The essence of the NIMA concept for both the Intelligence Community and the Department of Defense is that NIMA be a combat support agency. At the same time, it is equally important that there be a clear statement of its national mission and that the authorities of the Director of Central Intelligence to manage and support the national mission of NIMA be undiminished except as required to establish NIMA, i.e., the transfer of operational control of CIA employees and funds to NIMA. NIMA must be responsive to the direction of the Secretary and the Chairman of the Joint Chiefs in its combat support role, but it must also follow the direction of the DCI in matters of collection and tasking to satisfy NIMA's national mission. NIMA resource issues obviously affect both the military and national missions and, as the Administration's legislative proposal makes clear, should be decided jointly. I strongly affirm the statements I made on these points during our meeting of May 23, 1996 including the placement of statutory language in titles 10 and 50 of the U.S. Code.
I also believe, as I have indicated in our previous conversations, that it is important to clarify the authority of the Intelligence Community to provide assistance to law enforcement agencies outside the United States by collecting intelligence information on non-U.S. persons.

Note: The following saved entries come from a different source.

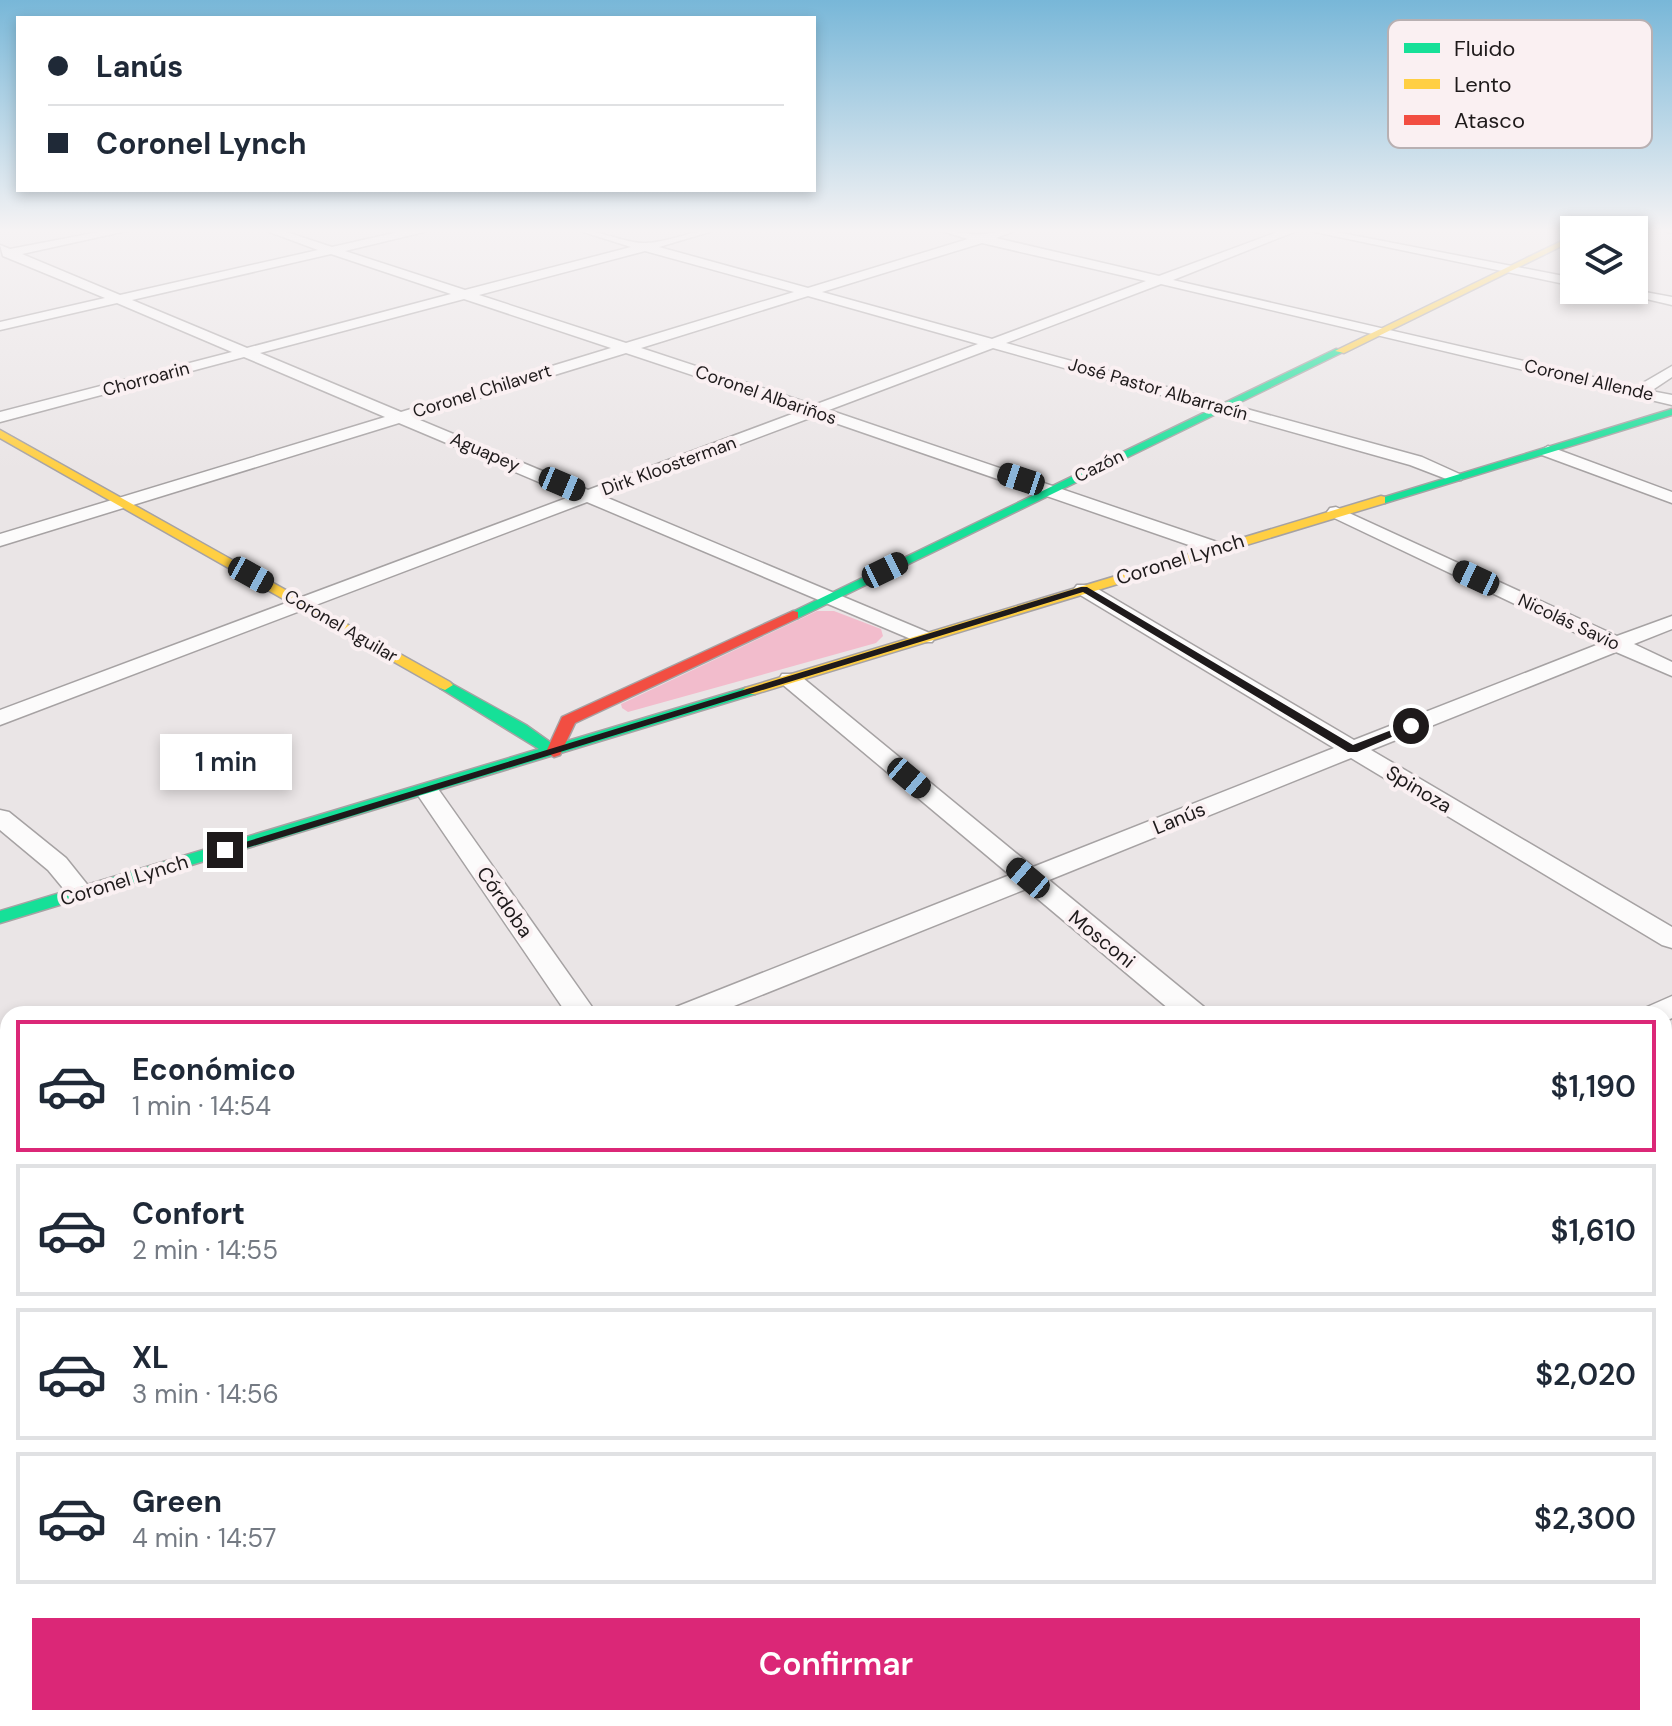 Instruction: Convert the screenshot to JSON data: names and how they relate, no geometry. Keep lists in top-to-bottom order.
{
  "streets": {
    "street": [
      "Chorroarin",
      "Coronel Allende",
      "José Pastor Albarracín",
      "Coronel Chilavert",
      "Coronel Albariños",
      "Aguapey",
      "Dirk Kloosterman",
      "Cazón",
      "Coronel Lynch",
      "Nicolás Savio",
      "Coronel Aguilar",
      "Spinoza",
      "Lanús",
      "Córdoba",
      "Mosconi"
    ]
  },
  "crossings": [
    ["Chorroarin", "Aguapey"],
    ["Coronel Allende", "Cazón"],
    ["José Pastor Albarracín", "Dirk Kloosterman"],
    ["José Pastor Albarracín", "Cazón"],
    ["José Pastor Albarracín", "Coronel Lynch"],
    ["Coronel Chilavert", "Coronel Albariños"],
    ["Coronel Chilavert", "Aguapey"],
    ["Coronel Chilavert", "Coronel Aguilar"],
    ["Coronel Albariños", "Dirk Kloosterman"],
    ["Coronel Albariños", "Cazón"],
    ["Coronel Albariños", "Coronel Lynch"],
    ["Aguapey", "Dirk Kloosterman"],
    ["Aguapey", "Cazón"],
    ["Aguapey", "Coronel Lynch"],
    ["Dirk Kloosterman", "Coronel Aguilar"],
    ["Cazón", "Coronel Lynch"],
    ["Cazón", "Coronel Aguilar"],
    ["Coronel Lynch", "Nicolás Savio"],
    ["Coronel Lynch", "Coronel Aguilar"],
    ["Coronel Lynch", "Spinoza"],
    ["Coronel Lynch", "Córdoba"],
    ["Coronel Lynch", "Mosconi"],
    ["Nicolás Savio", "Lanús"],
    ["Spinoza", "Lanús"],
    ["Lanús", "Mosconi"]
  ],
  "legend": ["Fluido", "Lento", "Atasco"],
  "page": {
    "banner": ["Lanús", "Coronel Lynch"],
    "bubble": "1 min",
    "list": [
      {
        "name": "Económico",
        "note": "1 min · 14:54",
        "value": "$1,190"
      },
      {
        "name": "Confort",
        "note": "2 min · 14:55",
        "value": "$1,610"
      },
      {
        "name": "XL",
        "note": "3 min · 14:56",
        "value": "$2,020"
      },
      {
        "name": "Green",
        "note": "4 min · 14:57",
        "value": "$2,300"
      }
    ],
    "buttons": "Confirmar"
  }
}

Much progress has been made in this area over the last few years, but I believe it is important to give the Intelligence Community clear statutory authority to provide such assistance so that our agencies can work together in an efficient and effective manner. Both the Intelligence Community and the Department of Justice support the legislative clarification contained in Sec. 715 of S. 1718.
It is my strongly held view that the Intelligence Community can provide important assistance to law enforcement agencies outside the United States in a far more effective manner than would be the case if law enforcement agencies were to expand their activities into areas traditionally dealt with by the Intelligence Community.
For decades, the Intelligence Community, and the CIA in particular, have developed close working relationships with law enforcement agencies and intelligence services outside the United States. This network of contacts and relationships provides a rich environment from which information required by U.S. law enforcement agencies can be gleaned. There is no reason to replicate it with an extensive law enforcement presence outside the United States. Indeed, such a presence would be counterproductive because it would be confusing, duplicative and undermine longstanding intelligence relationships. It would permit local governments to play one U.S. Government agency off against another and would lead, in my view, to less information reaching the United States, not more.
If I can provide any additional information on these or other matters, please do not hesitate to contact me directly.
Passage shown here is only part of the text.